Nos últimos anos foram vários os comentadores políticos, de vários quadrantes, que sublinharam a centralidade da esquerda institucional na manutenção da ordem pública e na contenção dos fenómenos mais radicais de dissenso político. Tal ocorre  porque as centenas de militantes dos partidos de esquerda, os milhares de simpatizantes e as centenas de milhares de eleitores que votaram nos ditos partidos aceitam, de um modo ou de outro, o contracto social que subjaz à participação nas instituições representativas que estruturam a vida política, e económica, da república.

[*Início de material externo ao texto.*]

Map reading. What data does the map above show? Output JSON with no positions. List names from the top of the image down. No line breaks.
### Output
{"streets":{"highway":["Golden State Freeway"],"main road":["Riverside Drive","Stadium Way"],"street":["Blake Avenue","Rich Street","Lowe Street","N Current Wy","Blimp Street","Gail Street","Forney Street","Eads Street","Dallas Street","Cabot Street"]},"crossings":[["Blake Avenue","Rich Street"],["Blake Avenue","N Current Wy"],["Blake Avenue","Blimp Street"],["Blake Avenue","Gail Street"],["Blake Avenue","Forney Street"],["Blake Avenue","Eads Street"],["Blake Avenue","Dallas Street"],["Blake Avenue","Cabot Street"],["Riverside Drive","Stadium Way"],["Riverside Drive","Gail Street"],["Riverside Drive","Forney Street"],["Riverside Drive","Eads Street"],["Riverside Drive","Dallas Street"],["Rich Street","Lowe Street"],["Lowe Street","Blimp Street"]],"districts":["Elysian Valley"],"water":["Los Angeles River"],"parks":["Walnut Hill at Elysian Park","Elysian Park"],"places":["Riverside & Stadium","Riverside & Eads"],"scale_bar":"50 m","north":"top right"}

Contrariamente à ideia veiculada nos últimos dias a participação democrática não é exercida percentualmente. O meu hipotético voto não distribui as suas centésimas partes pelos partidos que concorrem às eleições. Eu não voto 10% no Bloco de Esquerda, 8% no PCP, 32% no PS e 38% na PAF. O meu voto, ou a sua ausência, é uma posição parcial que não prevê necessariamente um equilíbrio de forças. Os “portugueses” não votaram numa continuação modesta das políticas da coligação PSD-CDS/PP, houve sim eleitores específicos a votar em partidos específicos no sentido de defender interesses específicos.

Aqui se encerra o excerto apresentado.